Line by line, print the records exactly as they are, dropping the pictures.
BEGIN
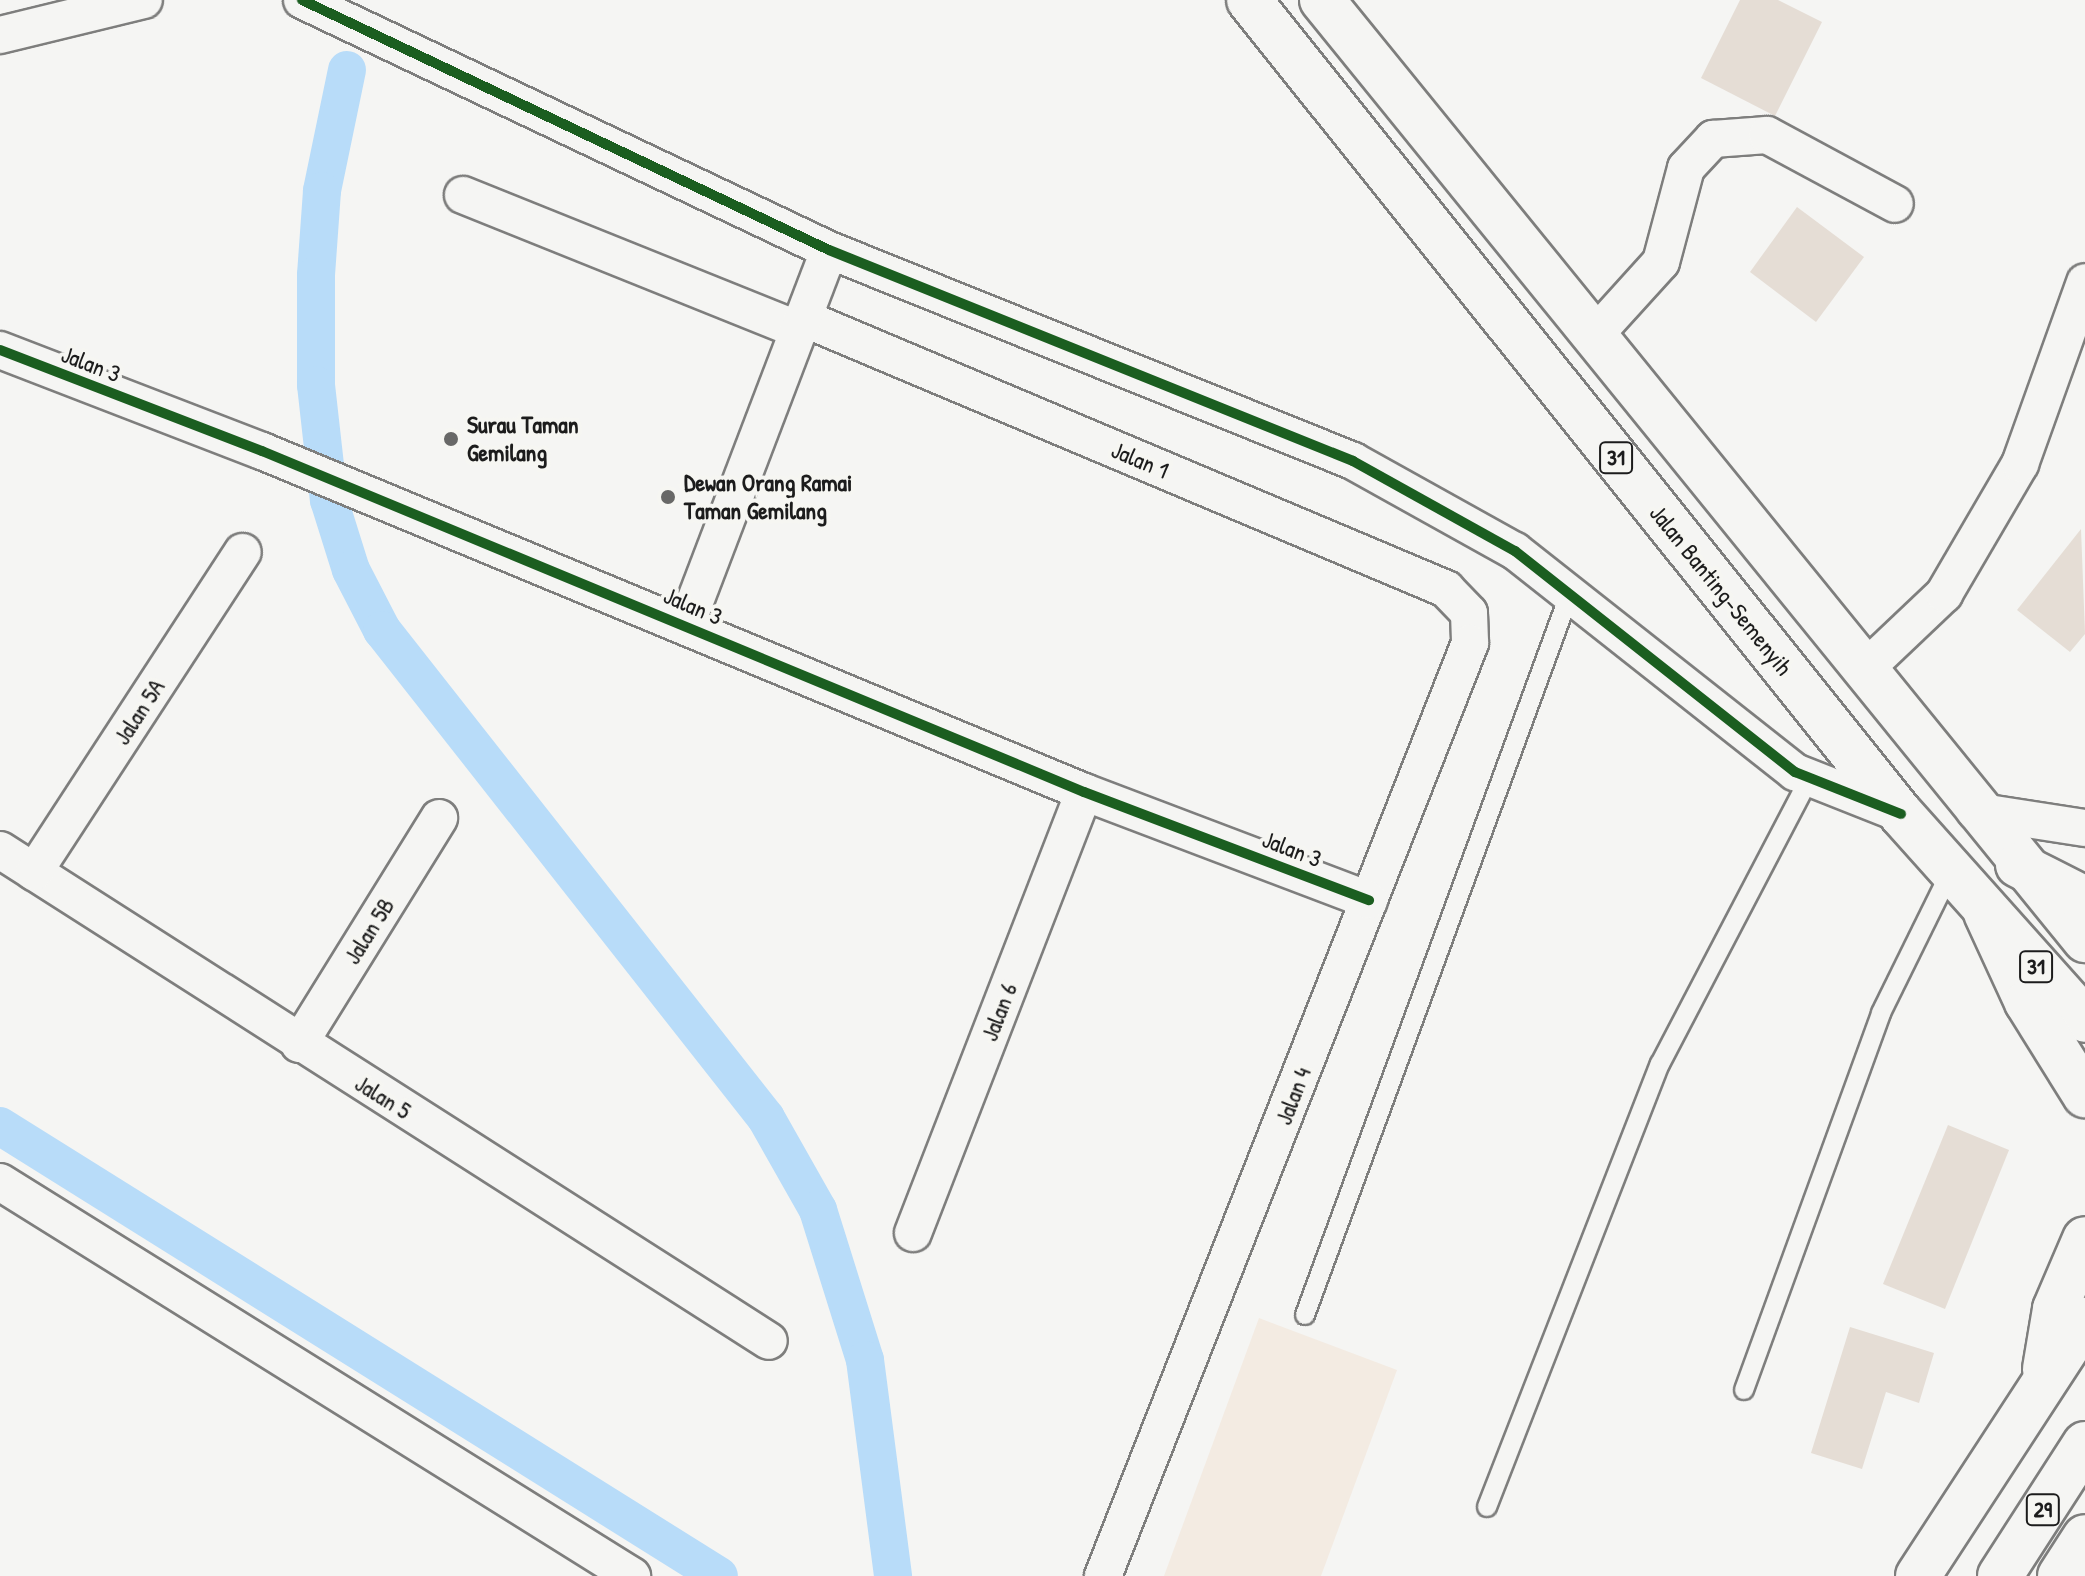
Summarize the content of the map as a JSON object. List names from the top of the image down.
{
  "streets": {
    "main road": ["31", "Jalan Banting-Semenyih", "29"],
    "street": [
      "Jalan 3",
      "Jalan 1",
      "Jalan 5A",
      "Jalan 5B",
      "Jalan 6",
      "Jalan 4",
      "Jalan 5"
    ]
  },
  "crossings": [
    ["Jalan 3", "Jalan 6"],
    ["Jalan 3", "Jalan 4"],
    ["Jalan 1", "Jalan 4"],
    ["Jalan 5A", "Jalan 5"],
    ["Jalan 5B", "Jalan 5"]
  ],
  "places": ["Surau Taman Gemilang", "Dewan Orang Ramai Taman Gemilang"]
}
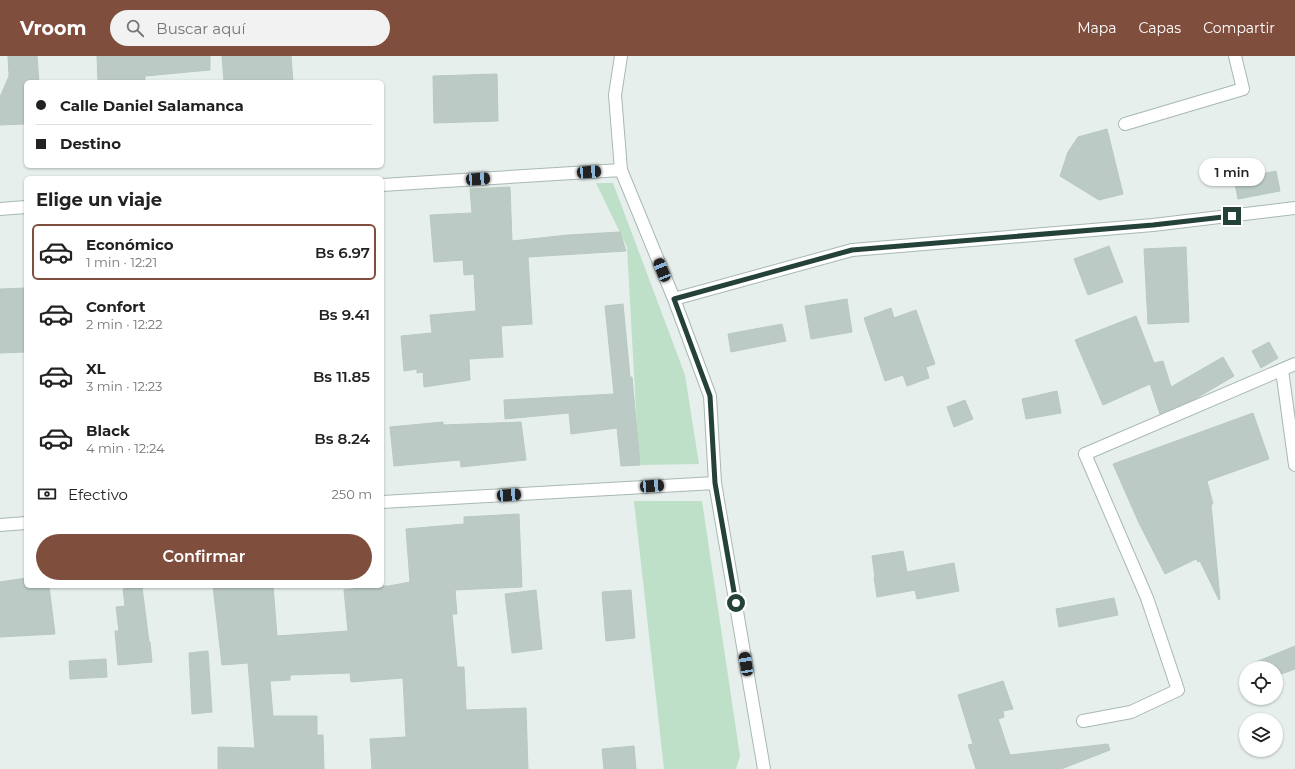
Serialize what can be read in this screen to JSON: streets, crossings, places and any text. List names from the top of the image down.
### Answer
{
  "page": {
    "header": "Vroom",
    "search": "Buscar aquí",
    "nav": ["Mapa", "Capas", "Compartir"],
    "banner": ["Calle Daniel Salamanca", "Destino"],
    "bubble": "1 min",
    "heading": "Elige un viaje",
    "list": [
      {
        "name": "Económico",
        "note": "1 min · 12:21",
        "value": "Bs 6.97"
      },
      {
        "name": "Confort",
        "note": "2 min · 12:22",
        "value": "Bs 9.41"
      },
      {
        "name": "XL",
        "note": "3 min · 12:23",
        "value": "Bs 11.85"
      },
      {
        "name": "Black",
        "note": "4 min · 12:24",
        "value": "Bs 8.24"
      }
    ],
    "pay": ["Efectivo", "250 m"],
    "buttons": "Confirmar"
  }
}
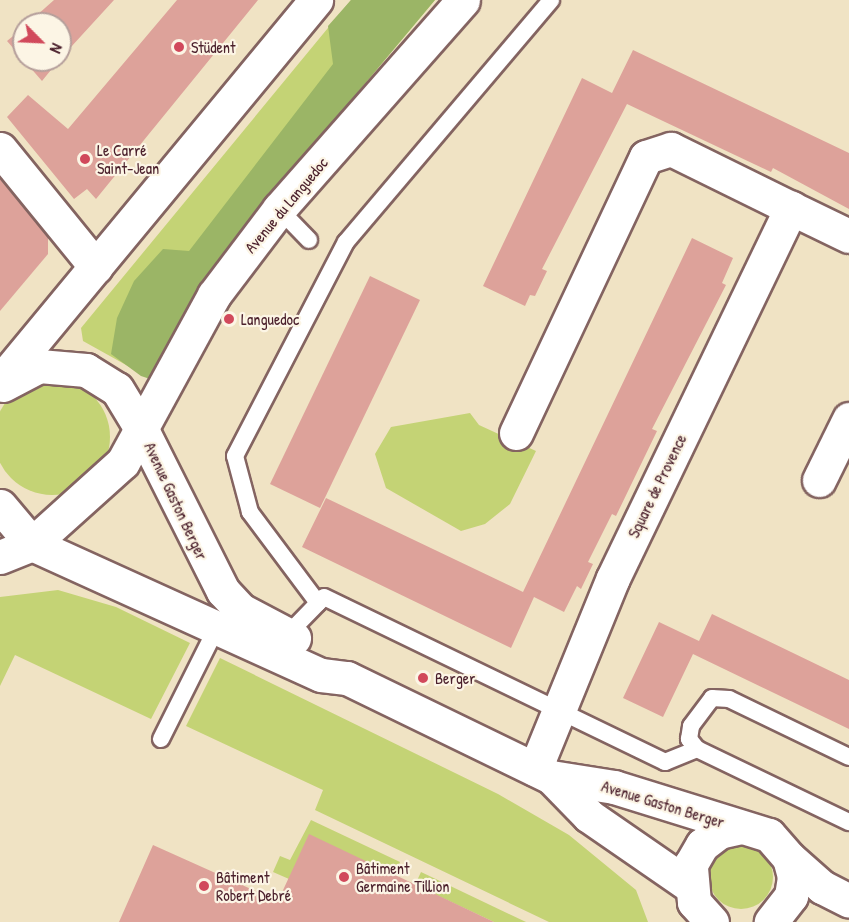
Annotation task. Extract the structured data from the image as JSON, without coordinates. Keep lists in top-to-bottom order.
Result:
{
  "streets": {
    "street": ["Avenue du Languedoc", "Square de Provence", "Avenue Gaston Berger"]
  },
  "crossings": [
    ["Avenue du Languedoc", "Avenue Gaston Berger"],
    ["Square de Provence", "Avenue Gaston Berger"]
  ],
  "places": [
    "Stüdent",
    "Le Carré Saint-Jean",
    "Languedoc",
    "Berger",
    "Bâtiment Germaine Tillion",
    "Bâtiment Robert Debré"
  ],
  "north": "bottom right"
}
END
## EXPECTED ANSWER
Summarize the content of the map as a JSON object. List names from the top of the image down.
{
  "streets": {
    "main road": ["31", "Jalan Banting-Semenyih", "29"],
    "street": [
      "Jalan 3",
      "Jalan 1",
      "Jalan 5A",
      "Jalan 5B",
      "Jalan 6",
      "Jalan 4",
      "Jalan 5"
    ]
  },
  "crossings": [
    ["Jalan 3", "Jalan 6"],
    ["Jalan 3", "Jalan 4"],
    ["Jalan 1", "Jalan 4"],
    ["Jalan 5A", "Jalan 5"],
    ["Jalan 5B", "Jalan 5"]
  ],
  "places": ["Surau Taman Gemilang", "Dewan Orang Ramai Taman Gemilang"]
}
Serialize what can be read in this screen to JSON: streets, crossings, places and any text. List names from the top of the image down.
### Answer
{
  "page": {
    "header": "Vroom",
    "search": "Buscar aquí",
    "nav": ["Mapa", "Capas", "Compartir"],
    "banner": ["Calle Daniel Salamanca", "Destino"],
    "bubble": "1 min",
    "heading": "Elige un viaje",
    "list": [
      {
        "name": "Económico",
        "note": "1 min · 12:21",
        "value": "Bs 6.97"
      },
      {
        "name": "Confort",
        "note": "2 min · 12:22",
        "value": "Bs 9.41"
      },
      {
        "name": "XL",
        "note": "3 min · 12:23",
        "value": "Bs 11.85"
      },
      {
        "name": "Black",
        "note": "4 min · 12:24",
        "value": "Bs 8.24"
      }
    ],
    "pay": ["Efectivo", "250 m"],
    "buttons": "Confirmar"
  }
}
Annotation task. Extract the structured data from the image as JSON, without coordinates. Keep lists in top-to-bottom order.
Result:
{
  "streets": {
    "street": ["Avenue du Languedoc", "Square de Provence", "Avenue Gaston Berger"]
  },
  "crossings": [
    ["Avenue du Languedoc", "Avenue Gaston Berger"],
    ["Square de Provence", "Avenue Gaston Berger"]
  ],
  "places": [
    "Stüdent",
    "Le Carré Saint-Jean",
    "Languedoc",
    "Berger",
    "Bâtiment Germaine Tillion",
    "Bâtiment Robert Debré"
  ],
  "north": "bottom right"
}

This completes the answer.